ICYTAC   23898
INSTITUTO DE CIENCIA Y TECNOLOGIA DE ALIMENTOS CORDOBA
Unidad Ejecutora - UE
artículos
Título:
Matching Changes in Sensory Evaluation with Physical and Chemical Parameters. A case study: Argentinean Pistachio Nuts (Pistachia vera L. cv Kerman)
Autor/es:
PENCI, M. CECILIA; MARTINEZ, MARCELA; FABANI, M. PAULA; FERESIN, GABRIELA E.; TAPIA, ALEJANDRO; IGHANI, MAXIMILIANO; RIBOTTA, PABLO; WUNDERLIN, DANIEL A.
Revista:
FOOD AND BIOPROCESS TECHNOLOGY
Editorial:
SPRINGER
Referencias:
Lugar: Berlin; Año: 2012
ISSN:
1935-5130
Resumen:
Changes in pistachio nuts induced by roasting and salting processes, evaluated by both sensory and instrumental analyses are reported, looking for a match in both methods. Dried (DP), roasted (RP), and salted–roasted pistachios (SRP) were studied, including four groups of sensory attributes, six basic chemical parameters, complemented by volatile organic compounds (VOCs) and breaking force. Multivariate statistics helped with data interpretation, enabling correlations between two groups of variables. Key results show that the perception of roasting is associated with increased amounts of á-pinene and 3-carene in RP and SRP, while DP are associated with higher amounts of limonene, moisture, and bitterness.
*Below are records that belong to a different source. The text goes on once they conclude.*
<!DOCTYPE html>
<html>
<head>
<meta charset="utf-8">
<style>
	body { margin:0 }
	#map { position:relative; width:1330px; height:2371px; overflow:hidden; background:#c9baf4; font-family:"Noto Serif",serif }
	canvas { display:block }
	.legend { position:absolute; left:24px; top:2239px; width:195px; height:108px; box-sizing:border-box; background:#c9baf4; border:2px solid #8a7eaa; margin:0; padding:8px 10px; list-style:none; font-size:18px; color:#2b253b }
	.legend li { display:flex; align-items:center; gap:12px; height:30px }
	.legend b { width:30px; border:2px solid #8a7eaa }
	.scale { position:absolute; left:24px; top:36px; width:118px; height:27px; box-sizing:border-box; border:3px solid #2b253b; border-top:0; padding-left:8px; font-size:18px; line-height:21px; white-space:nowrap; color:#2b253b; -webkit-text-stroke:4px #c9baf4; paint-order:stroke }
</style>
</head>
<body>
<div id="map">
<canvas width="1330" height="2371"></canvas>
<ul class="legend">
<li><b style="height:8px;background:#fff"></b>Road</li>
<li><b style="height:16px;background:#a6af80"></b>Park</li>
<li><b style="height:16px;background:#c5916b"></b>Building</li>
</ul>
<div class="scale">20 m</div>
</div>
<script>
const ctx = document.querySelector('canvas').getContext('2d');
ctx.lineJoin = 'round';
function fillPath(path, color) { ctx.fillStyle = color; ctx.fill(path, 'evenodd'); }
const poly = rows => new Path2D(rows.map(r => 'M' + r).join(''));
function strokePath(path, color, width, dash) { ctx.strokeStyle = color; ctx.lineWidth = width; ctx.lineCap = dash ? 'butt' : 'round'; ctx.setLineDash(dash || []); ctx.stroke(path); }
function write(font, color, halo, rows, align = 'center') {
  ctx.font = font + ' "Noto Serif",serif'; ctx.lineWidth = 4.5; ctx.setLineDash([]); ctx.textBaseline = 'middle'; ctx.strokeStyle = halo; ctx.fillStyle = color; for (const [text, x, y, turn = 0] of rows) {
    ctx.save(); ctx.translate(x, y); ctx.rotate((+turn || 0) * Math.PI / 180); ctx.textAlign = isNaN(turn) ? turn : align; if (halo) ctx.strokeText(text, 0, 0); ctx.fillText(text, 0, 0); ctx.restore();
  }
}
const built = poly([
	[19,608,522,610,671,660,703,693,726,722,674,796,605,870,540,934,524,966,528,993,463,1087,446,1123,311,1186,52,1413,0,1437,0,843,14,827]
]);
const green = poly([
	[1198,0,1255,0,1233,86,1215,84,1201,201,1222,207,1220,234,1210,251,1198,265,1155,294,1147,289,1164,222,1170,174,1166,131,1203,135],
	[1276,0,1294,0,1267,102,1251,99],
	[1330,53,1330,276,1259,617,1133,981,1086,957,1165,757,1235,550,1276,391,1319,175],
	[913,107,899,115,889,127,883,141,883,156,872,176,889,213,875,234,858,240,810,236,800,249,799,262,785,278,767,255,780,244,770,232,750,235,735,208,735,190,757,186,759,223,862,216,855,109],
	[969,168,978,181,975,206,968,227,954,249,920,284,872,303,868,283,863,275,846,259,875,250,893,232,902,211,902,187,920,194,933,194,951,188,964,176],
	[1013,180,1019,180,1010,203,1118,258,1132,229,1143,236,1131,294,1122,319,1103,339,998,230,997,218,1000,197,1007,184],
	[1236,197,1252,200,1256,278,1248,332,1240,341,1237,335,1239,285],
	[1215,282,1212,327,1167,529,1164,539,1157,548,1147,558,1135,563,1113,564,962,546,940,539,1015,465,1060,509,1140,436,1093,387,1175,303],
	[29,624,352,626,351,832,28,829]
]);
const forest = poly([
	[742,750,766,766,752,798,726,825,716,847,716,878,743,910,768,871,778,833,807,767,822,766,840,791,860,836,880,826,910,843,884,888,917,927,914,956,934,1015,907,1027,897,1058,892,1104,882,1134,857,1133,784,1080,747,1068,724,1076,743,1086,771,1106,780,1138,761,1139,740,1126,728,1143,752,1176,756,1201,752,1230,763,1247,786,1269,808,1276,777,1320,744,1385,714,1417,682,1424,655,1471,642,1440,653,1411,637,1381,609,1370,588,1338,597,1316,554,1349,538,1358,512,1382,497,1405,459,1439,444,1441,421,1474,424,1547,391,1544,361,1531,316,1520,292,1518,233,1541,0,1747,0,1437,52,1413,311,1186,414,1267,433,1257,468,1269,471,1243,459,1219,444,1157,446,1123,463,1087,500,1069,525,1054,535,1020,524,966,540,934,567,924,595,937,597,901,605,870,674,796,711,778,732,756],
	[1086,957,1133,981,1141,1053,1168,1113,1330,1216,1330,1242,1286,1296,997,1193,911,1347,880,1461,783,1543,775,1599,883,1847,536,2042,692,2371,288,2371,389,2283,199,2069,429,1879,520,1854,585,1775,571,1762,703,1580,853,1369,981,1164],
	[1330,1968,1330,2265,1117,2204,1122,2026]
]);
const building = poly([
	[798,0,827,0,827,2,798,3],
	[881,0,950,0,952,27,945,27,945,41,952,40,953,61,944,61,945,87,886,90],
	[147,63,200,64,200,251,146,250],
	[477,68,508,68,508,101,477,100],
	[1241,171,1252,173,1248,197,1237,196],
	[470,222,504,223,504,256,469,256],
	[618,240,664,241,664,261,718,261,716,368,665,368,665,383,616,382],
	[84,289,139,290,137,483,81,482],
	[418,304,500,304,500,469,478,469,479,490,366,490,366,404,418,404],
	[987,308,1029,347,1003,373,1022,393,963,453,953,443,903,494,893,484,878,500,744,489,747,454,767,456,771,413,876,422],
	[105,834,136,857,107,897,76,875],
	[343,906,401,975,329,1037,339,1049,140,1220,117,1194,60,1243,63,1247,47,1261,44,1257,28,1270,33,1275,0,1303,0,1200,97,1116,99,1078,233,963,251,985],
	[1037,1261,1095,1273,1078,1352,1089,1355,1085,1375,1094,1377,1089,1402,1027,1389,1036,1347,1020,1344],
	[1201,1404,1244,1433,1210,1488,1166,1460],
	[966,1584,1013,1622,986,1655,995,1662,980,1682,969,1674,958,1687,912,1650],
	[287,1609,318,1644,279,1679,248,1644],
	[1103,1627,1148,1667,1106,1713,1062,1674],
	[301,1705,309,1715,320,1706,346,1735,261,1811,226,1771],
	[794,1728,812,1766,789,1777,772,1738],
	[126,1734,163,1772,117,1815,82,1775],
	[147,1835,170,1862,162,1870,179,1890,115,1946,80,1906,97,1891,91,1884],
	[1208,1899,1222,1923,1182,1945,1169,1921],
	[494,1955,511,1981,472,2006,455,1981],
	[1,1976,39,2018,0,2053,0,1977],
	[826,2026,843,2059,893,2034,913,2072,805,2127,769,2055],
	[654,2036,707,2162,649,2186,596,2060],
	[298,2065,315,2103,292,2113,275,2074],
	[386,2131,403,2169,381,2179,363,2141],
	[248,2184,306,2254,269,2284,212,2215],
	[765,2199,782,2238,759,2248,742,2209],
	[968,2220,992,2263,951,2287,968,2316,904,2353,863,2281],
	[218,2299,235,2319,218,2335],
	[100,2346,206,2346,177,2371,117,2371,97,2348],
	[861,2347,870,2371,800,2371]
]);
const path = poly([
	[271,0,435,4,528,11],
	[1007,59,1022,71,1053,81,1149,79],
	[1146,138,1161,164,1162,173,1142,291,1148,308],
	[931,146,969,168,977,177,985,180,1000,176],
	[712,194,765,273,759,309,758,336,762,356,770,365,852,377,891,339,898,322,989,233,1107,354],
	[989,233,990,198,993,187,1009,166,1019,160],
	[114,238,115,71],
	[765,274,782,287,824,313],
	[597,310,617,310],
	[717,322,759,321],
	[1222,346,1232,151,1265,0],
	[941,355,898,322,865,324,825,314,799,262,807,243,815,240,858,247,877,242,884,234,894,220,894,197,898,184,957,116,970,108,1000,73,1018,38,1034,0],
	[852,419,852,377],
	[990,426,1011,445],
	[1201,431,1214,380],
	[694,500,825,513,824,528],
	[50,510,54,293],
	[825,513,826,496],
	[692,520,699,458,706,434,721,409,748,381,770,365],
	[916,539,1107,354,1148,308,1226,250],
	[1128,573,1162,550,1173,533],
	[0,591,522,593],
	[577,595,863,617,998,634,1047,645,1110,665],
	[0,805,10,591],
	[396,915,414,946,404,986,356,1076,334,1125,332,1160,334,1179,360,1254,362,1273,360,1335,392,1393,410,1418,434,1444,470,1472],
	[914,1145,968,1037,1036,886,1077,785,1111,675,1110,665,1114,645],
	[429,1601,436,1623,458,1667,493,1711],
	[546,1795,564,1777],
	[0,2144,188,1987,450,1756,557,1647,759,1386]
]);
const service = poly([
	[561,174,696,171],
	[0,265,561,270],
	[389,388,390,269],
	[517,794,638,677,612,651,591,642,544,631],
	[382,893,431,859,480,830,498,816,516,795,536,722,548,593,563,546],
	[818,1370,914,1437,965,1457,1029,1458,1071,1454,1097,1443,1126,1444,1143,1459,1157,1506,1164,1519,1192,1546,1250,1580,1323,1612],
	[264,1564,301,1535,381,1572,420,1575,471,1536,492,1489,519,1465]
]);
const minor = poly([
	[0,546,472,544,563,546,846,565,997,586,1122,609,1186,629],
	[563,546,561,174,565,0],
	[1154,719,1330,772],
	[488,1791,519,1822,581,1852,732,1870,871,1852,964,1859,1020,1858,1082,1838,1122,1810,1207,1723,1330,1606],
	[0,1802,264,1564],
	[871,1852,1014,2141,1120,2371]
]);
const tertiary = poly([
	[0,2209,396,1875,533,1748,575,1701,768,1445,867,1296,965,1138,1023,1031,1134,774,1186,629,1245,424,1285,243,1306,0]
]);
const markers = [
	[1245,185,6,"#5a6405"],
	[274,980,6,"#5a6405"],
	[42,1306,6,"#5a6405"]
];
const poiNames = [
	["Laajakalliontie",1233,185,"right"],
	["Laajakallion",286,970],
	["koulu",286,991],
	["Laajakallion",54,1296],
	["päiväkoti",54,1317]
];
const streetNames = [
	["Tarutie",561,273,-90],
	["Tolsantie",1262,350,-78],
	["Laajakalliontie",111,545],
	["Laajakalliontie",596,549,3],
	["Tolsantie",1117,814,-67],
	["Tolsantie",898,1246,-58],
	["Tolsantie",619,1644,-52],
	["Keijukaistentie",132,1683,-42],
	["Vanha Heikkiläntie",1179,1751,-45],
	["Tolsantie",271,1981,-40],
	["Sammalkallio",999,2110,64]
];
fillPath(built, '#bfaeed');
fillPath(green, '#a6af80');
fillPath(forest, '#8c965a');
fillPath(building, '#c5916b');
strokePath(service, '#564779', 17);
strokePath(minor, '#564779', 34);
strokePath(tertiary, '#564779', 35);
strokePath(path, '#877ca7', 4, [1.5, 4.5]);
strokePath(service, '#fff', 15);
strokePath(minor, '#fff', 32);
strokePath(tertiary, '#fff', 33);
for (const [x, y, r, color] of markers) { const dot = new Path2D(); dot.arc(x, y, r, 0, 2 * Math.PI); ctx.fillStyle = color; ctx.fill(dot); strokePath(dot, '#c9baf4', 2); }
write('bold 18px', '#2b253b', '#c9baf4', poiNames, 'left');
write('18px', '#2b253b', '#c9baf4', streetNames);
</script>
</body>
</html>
Sensory and puncture test measurements (texturometer) showed opposite results, which could be explained considering the loss of plasticity in RP and SRP. Current results present a novel approach for the evaluation of changes in the perception of pistachio quality by consumers, supported by both sensory and instrumental analyses using multivariate statistics for data evaluation.